What you need to do:
Leaving out the images, transcribe every record below exactly.

*** Provided records ***

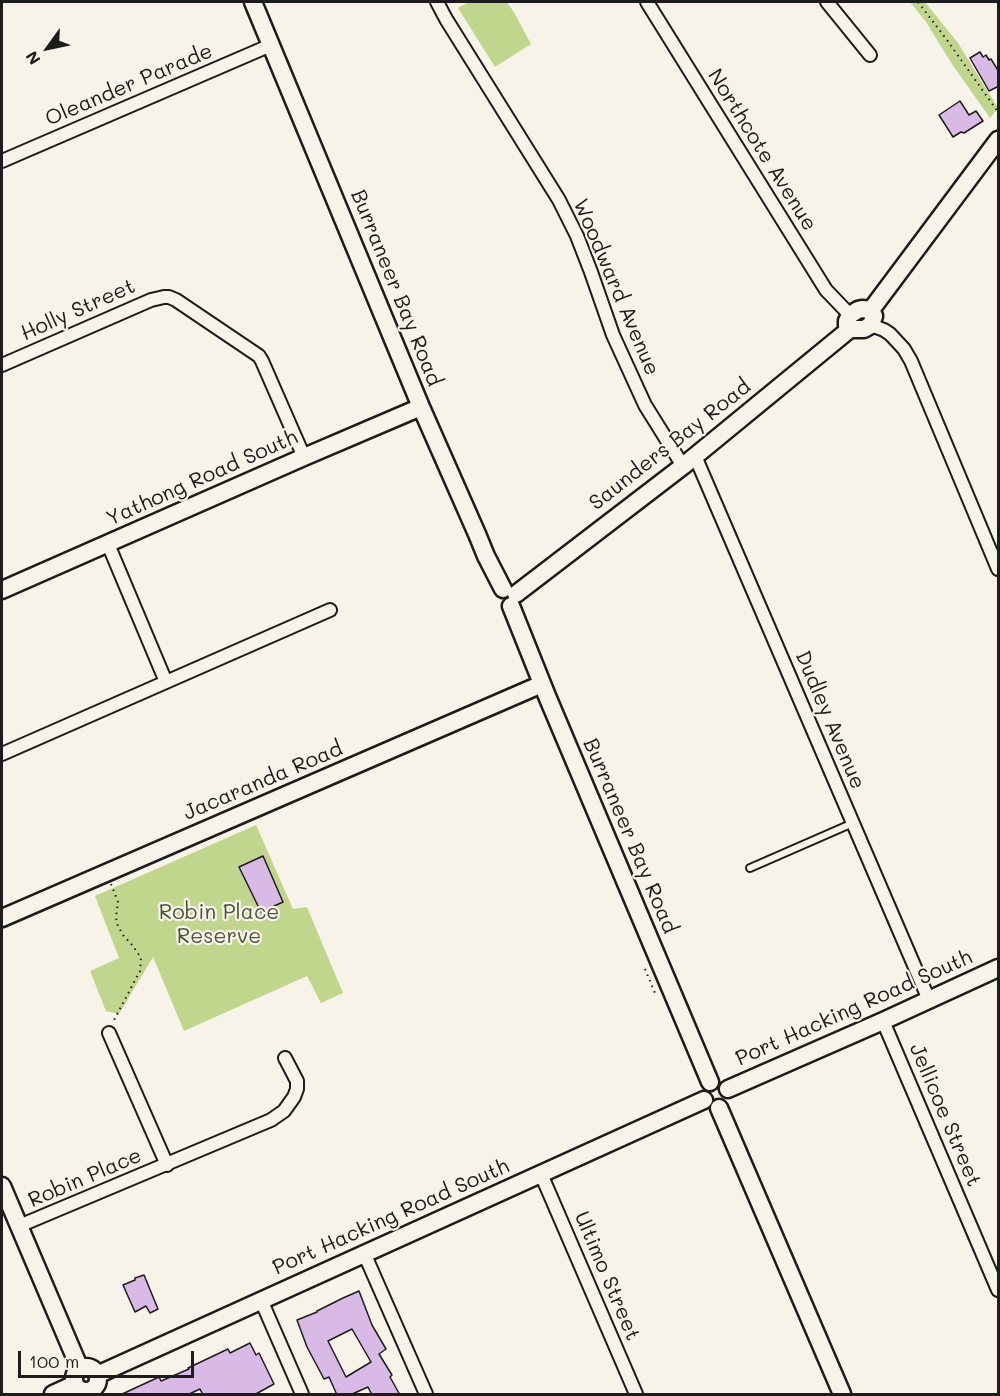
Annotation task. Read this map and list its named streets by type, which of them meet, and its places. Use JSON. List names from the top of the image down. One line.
{"streets":{"street":["Oleander Parade","Northcote Avenue","Woodward Avenue","Burraneer Bay Road","Holly Street","Saunders Bay Road","Yathong Road South","Dudley Avenue","Jacaranda Road","Port Hacking Road South","Jellicoe Street","Robin Place","Ultimo Street"]},"crossings":[["Oleander Parade","Burraneer Bay Road"],["Northcote Avenue","Saunders Bay Road"],["Woodward Avenue","Saunders Bay Road"],["Woodward Avenue","Dudley Avenue"],["Burraneer Bay Road","Saunders Bay Road"],["Burraneer Bay Road","Yathong Road South"],["Burraneer Bay Road","Jacaranda Road"],["Burraneer Bay Road","Port Hacking Road South"],["Holly Street","Yathong Road South"],["Saunders Bay Road","Dudley Avenue"],["Dudley Avenue","Port Hacking Road South"],["Port Hacking Road South","Jellicoe Street"],["Port Hacking Road South","Ultimo Street"]],"parks":["Robin Place Reserve"],"scale_bar":"100 m","north":"bottom left"}
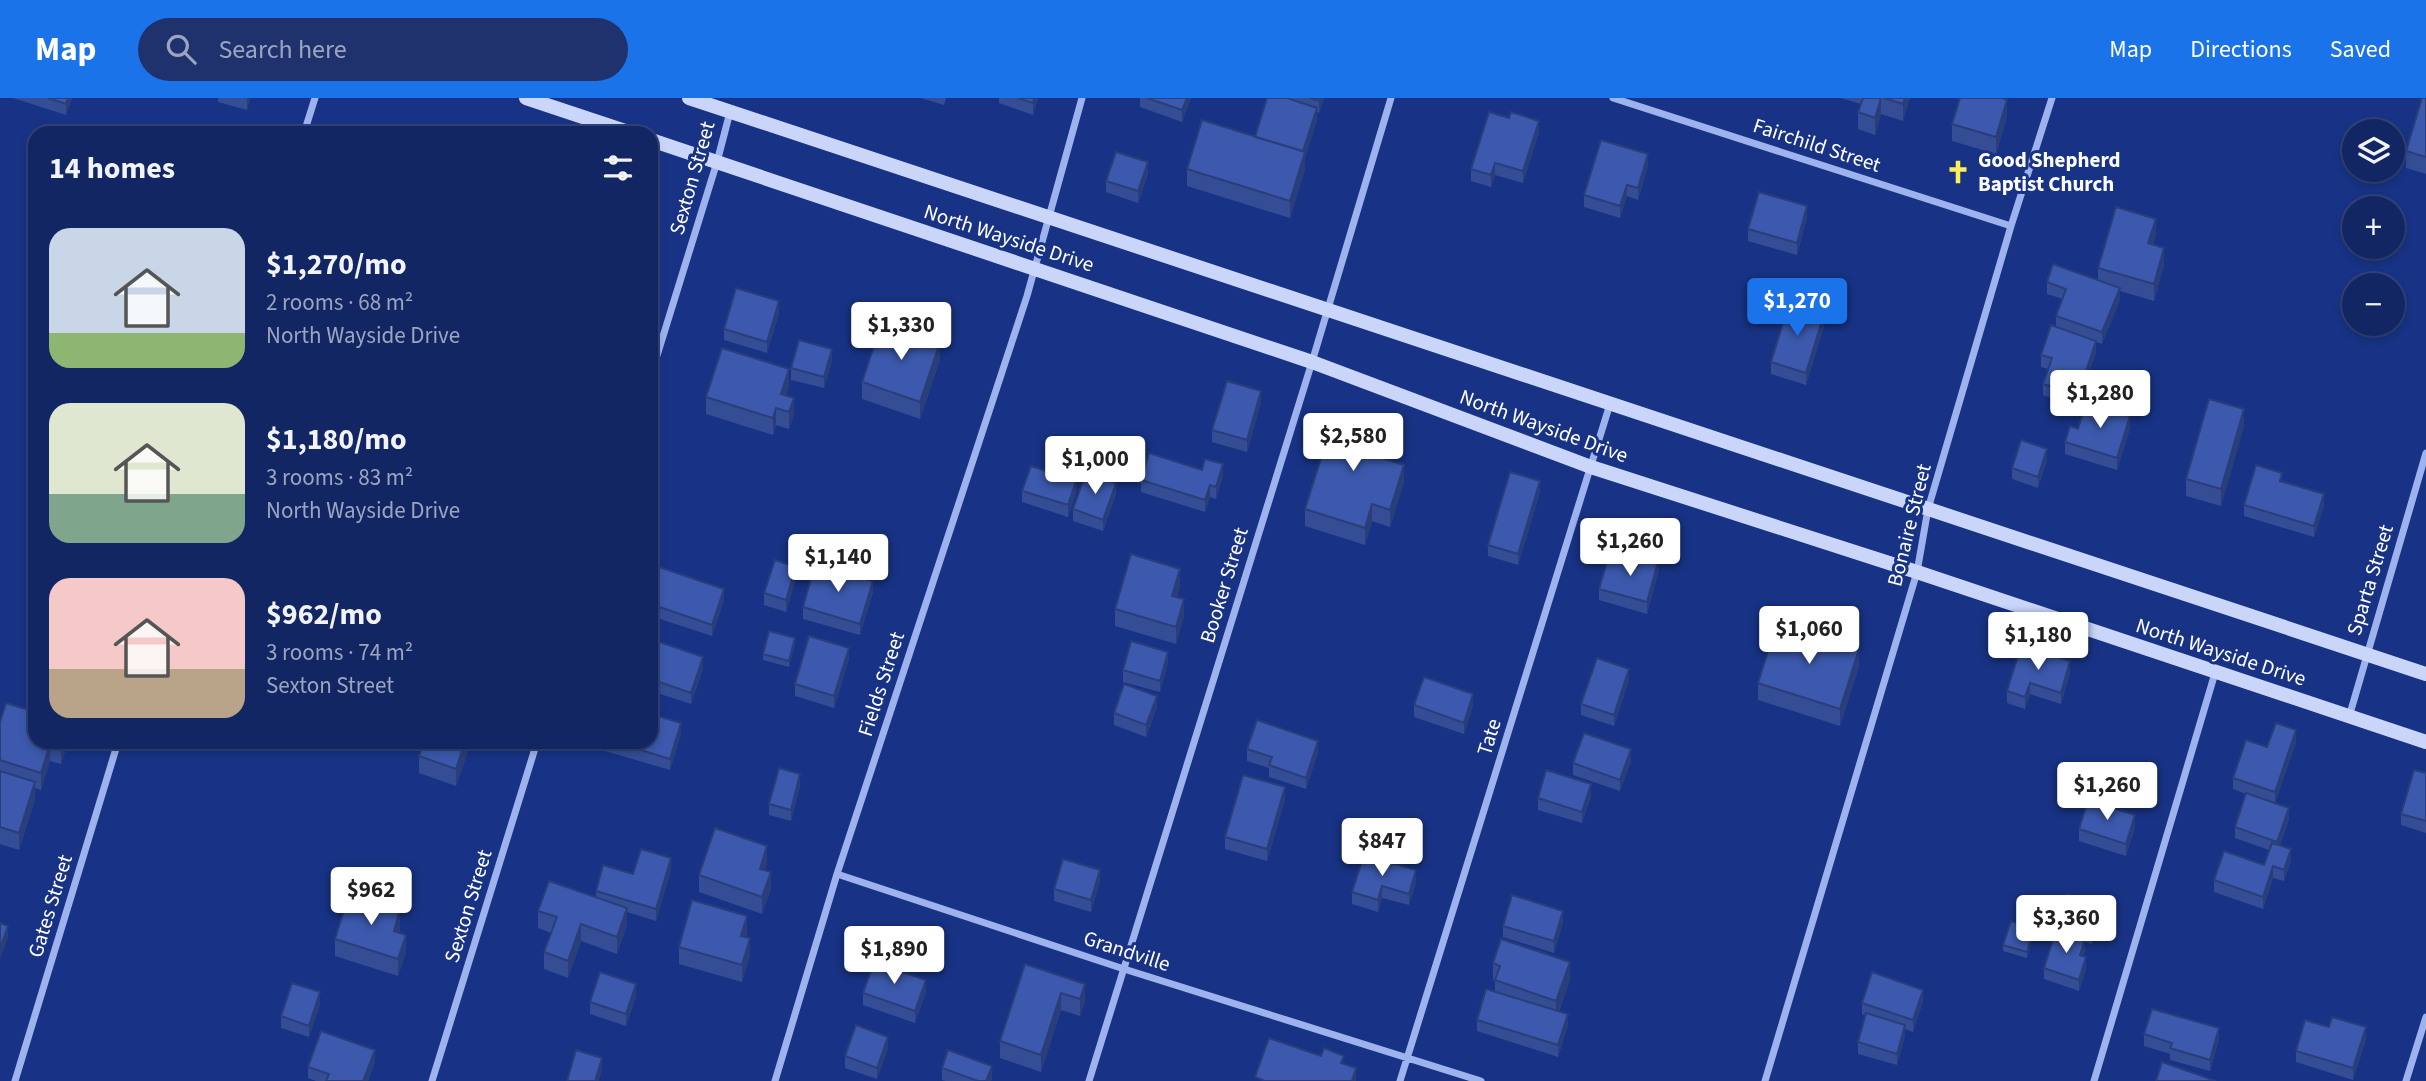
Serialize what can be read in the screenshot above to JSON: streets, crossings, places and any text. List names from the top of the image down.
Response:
{
  "streets": {
    "main road": ["North Wayside Drive"],
    "street": [
      "Fairchild Street",
      "Sexton Street",
      "Bonaire Street",
      "Sparta Street",
      "Booker Street",
      "Fields Street",
      "Tate",
      "Gates Street",
      "Grandville"
    ]
  },
  "crossings": [
    ["Fairchild Street", "Bonaire Street"],
    ["Sexton Street", "North Wayside Drive"],
    ["North Wayside Drive", "Bonaire Street"],
    ["North Wayside Drive", "Sparta Street"],
    ["North Wayside Drive", "Booker Street"],
    ["North Wayside Drive", "Fields Street"],
    ["North Wayside Drive", "Tate"],
    ["Booker Street", "Grandville"],
    ["Fields Street", "Grandville"],
    ["Tate", "Grandville"]
  ],
  "places": {
    "church": ["Good Shepherd Baptist Church"]
  },
  "page": {
    "header": "Map",
    "search": "Search here",
    "nav": ["Map", "Directions", "Saved"],
    "map_buttons": ["+", "−"],
    "heading": "14 homes",
    "list": [
      {
        "name": "$1,270/mo",
        "note": "2 rooms · 68 m² · North Wayside Drive"
      },
      {
        "name": "$1,180/mo",
        "note": "3 rooms · 83 m² · North Wayside Drive"
      },
      {
        "name": "$962/mo",
        "note": "3 rooms · 74 m² · Sexton Street"
      }
    ],
    "price": [
      "$1,270",
      "$1,330",
      "$1,280",
      "$2,580",
      "$1,000",
      "$1,260",
      "$1,140",
      "$1,060",
      "$1,180",
      "$1,260",
      "$847",
      "$962",
      "$3,360",
      "$1,890"
    ]
  }
}
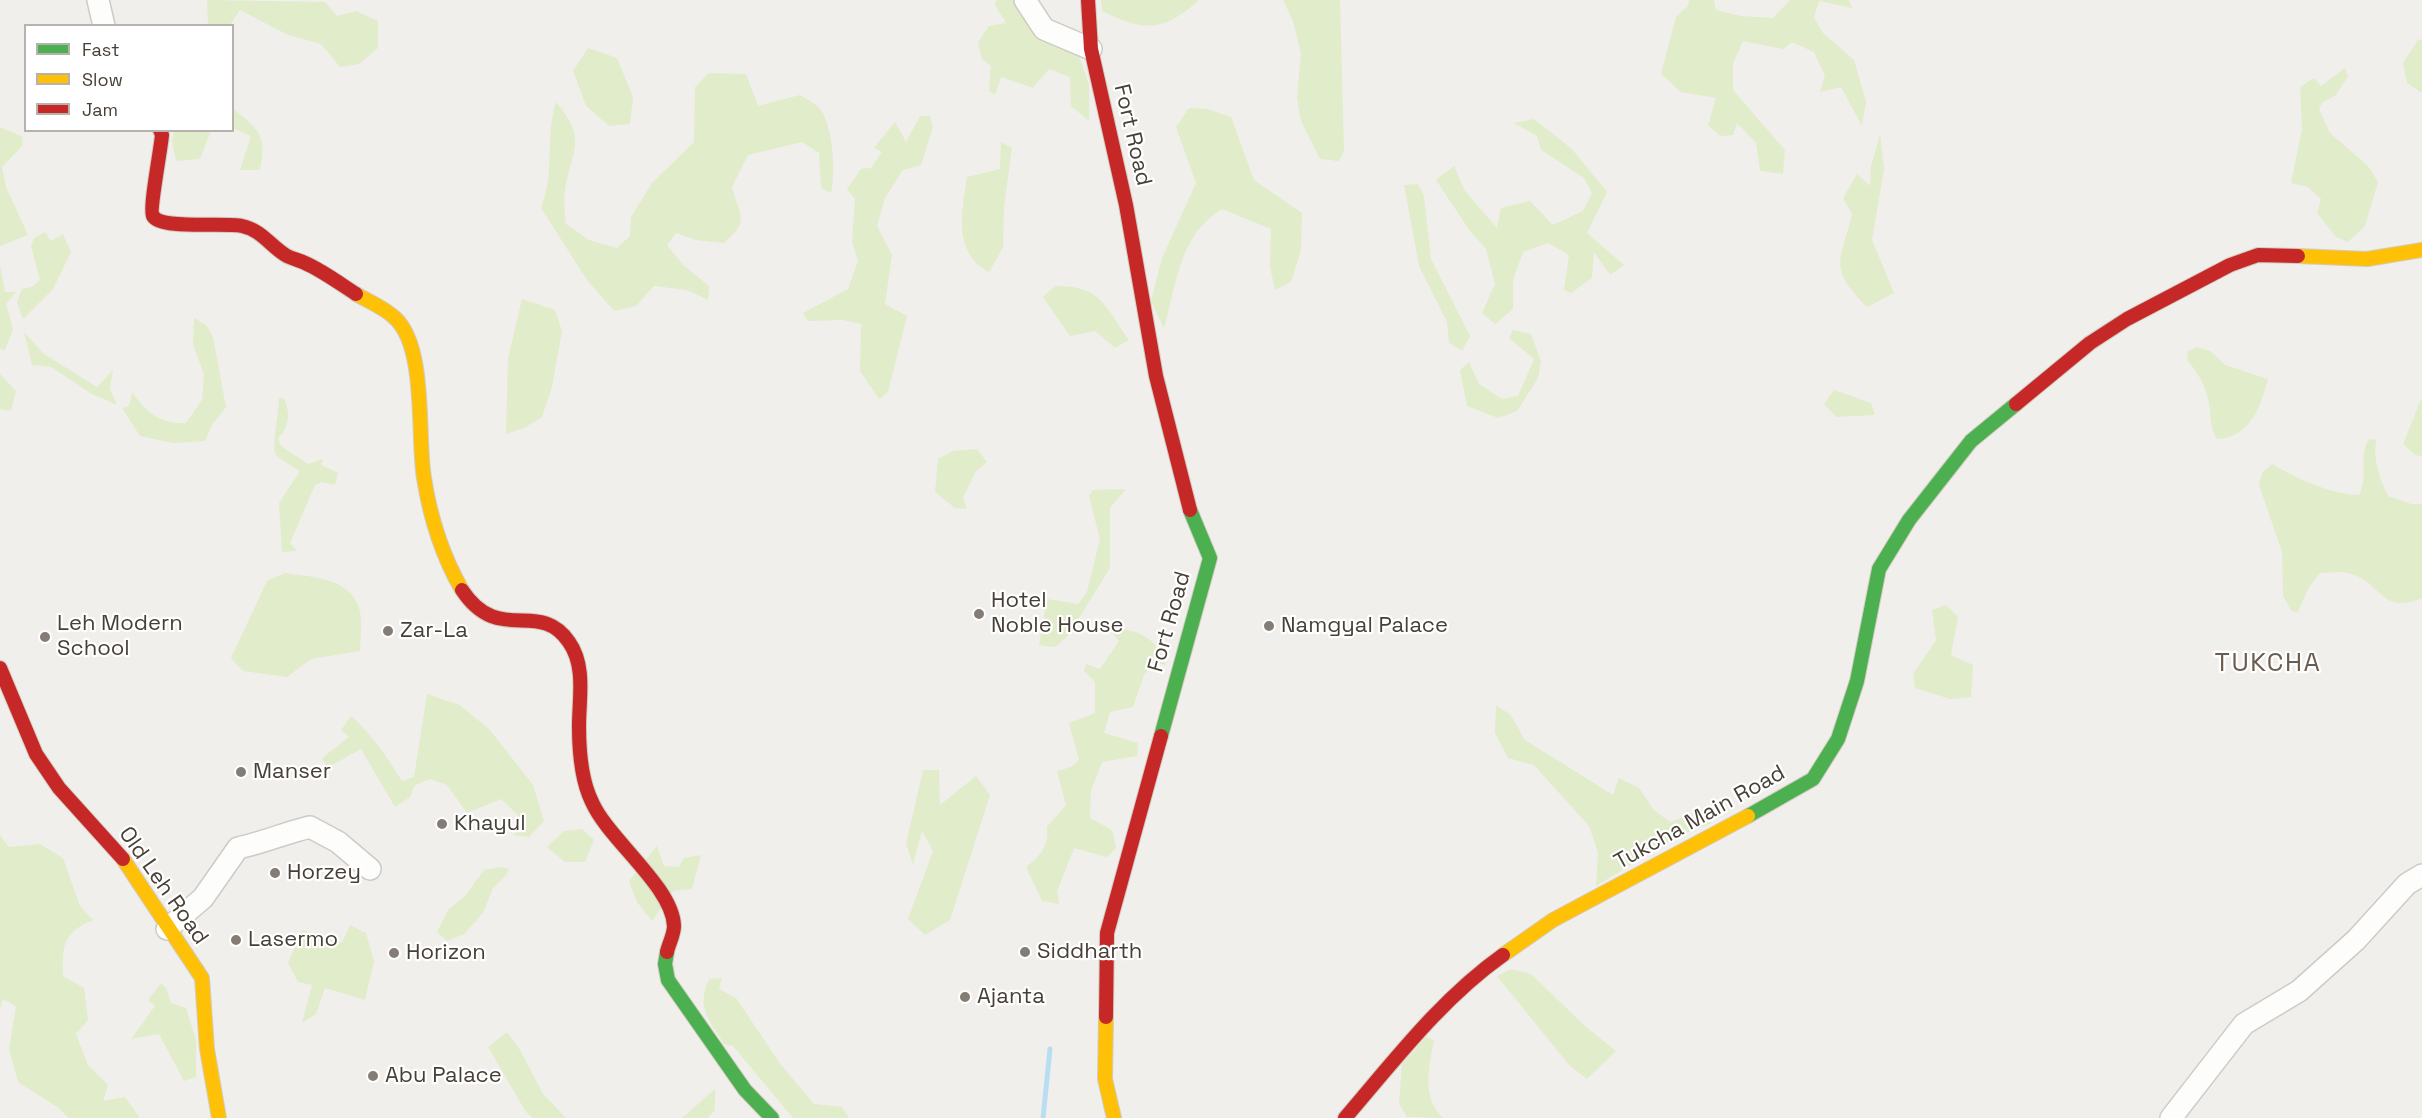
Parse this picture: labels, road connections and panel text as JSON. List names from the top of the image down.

*** End of Provided records ***

Answer for the task:
Annotation task. Read this map and list its named streets by type, which of them meet, and its places. Use JSON. List names from the top of the image down. One line.
{"streets":{"street":["Oleander Parade","Northcote Avenue","Woodward Avenue","Burraneer Bay Road","Holly Street","Saunders Bay Road","Yathong Road South","Dudley Avenue","Jacaranda Road","Port Hacking Road South","Jellicoe Street","Robin Place","Ultimo Street"]},"crossings":[["Oleander Parade","Burraneer Bay Road"],["Northcote Avenue","Saunders Bay Road"],["Woodward Avenue","Saunders Bay Road"],["Woodward Avenue","Dudley Avenue"],["Burraneer Bay Road","Saunders Bay Road"],["Burraneer Bay Road","Yathong Road South"],["Burraneer Bay Road","Jacaranda Road"],["Burraneer Bay Road","Port Hacking Road South"],["Holly Street","Yathong Road South"],["Saunders Bay Road","Dudley Avenue"],["Dudley Avenue","Port Hacking Road South"],["Port Hacking Road South","Jellicoe Street"],["Port Hacking Road South","Ultimo Street"]],"parks":["Robin Place Reserve"],"scale_bar":"100 m","north":"bottom left"}
Serialize what can be read in the screenshot above to JSON: streets, crossings, places and any text. List names from the top of the image down.
Response:
{
  "streets": {
    "main road": ["North Wayside Drive"],
    "street": [
      "Fairchild Street",
      "Sexton Street",
      "Bonaire Street",
      "Sparta Street",
      "Booker Street",
      "Fields Street",
      "Tate",
      "Gates Street",
      "Grandville"
    ]
  },
  "crossings": [
    ["Fairchild Street", "Bonaire Street"],
    ["Sexton Street", "North Wayside Drive"],
    ["North Wayside Drive", "Bonaire Street"],
    ["North Wayside Drive", "Sparta Street"],
    ["North Wayside Drive", "Booker Street"],
    ["North Wayside Drive", "Fields Street"],
    ["North Wayside Drive", "Tate"],
    ["Booker Street", "Grandville"],
    ["Fields Street", "Grandville"],
    ["Tate", "Grandville"]
  ],
  "places": {
    "church": ["Good Shepherd Baptist Church"]
  },
  "page": {
    "header": "Map",
    "search": "Search here",
    "nav": ["Map", "Directions", "Saved"],
    "map_buttons": ["+", "−"],
    "heading": "14 homes",
    "list": [
      {
        "name": "$1,270/mo",
        "note": "2 rooms · 68 m² · North Wayside Drive"
      },
      {
        "name": "$1,180/mo",
        "note": "3 rooms · 83 m² · North Wayside Drive"
      },
      {
        "name": "$962/mo",
        "note": "3 rooms · 74 m² · Sexton Street"
      }
    ],
    "price": [
      "$1,270",
      "$1,330",
      "$1,280",
      "$2,580",
      "$1,000",
      "$1,260",
      "$1,140",
      "$1,060",
      "$1,180",
      "$1,260",
      "$847",
      "$962",
      "$3,360",
      "$1,890"
    ]
  }
}
Parse this picture: labels, road connections and panel text as JSON. List names from the top of the image down.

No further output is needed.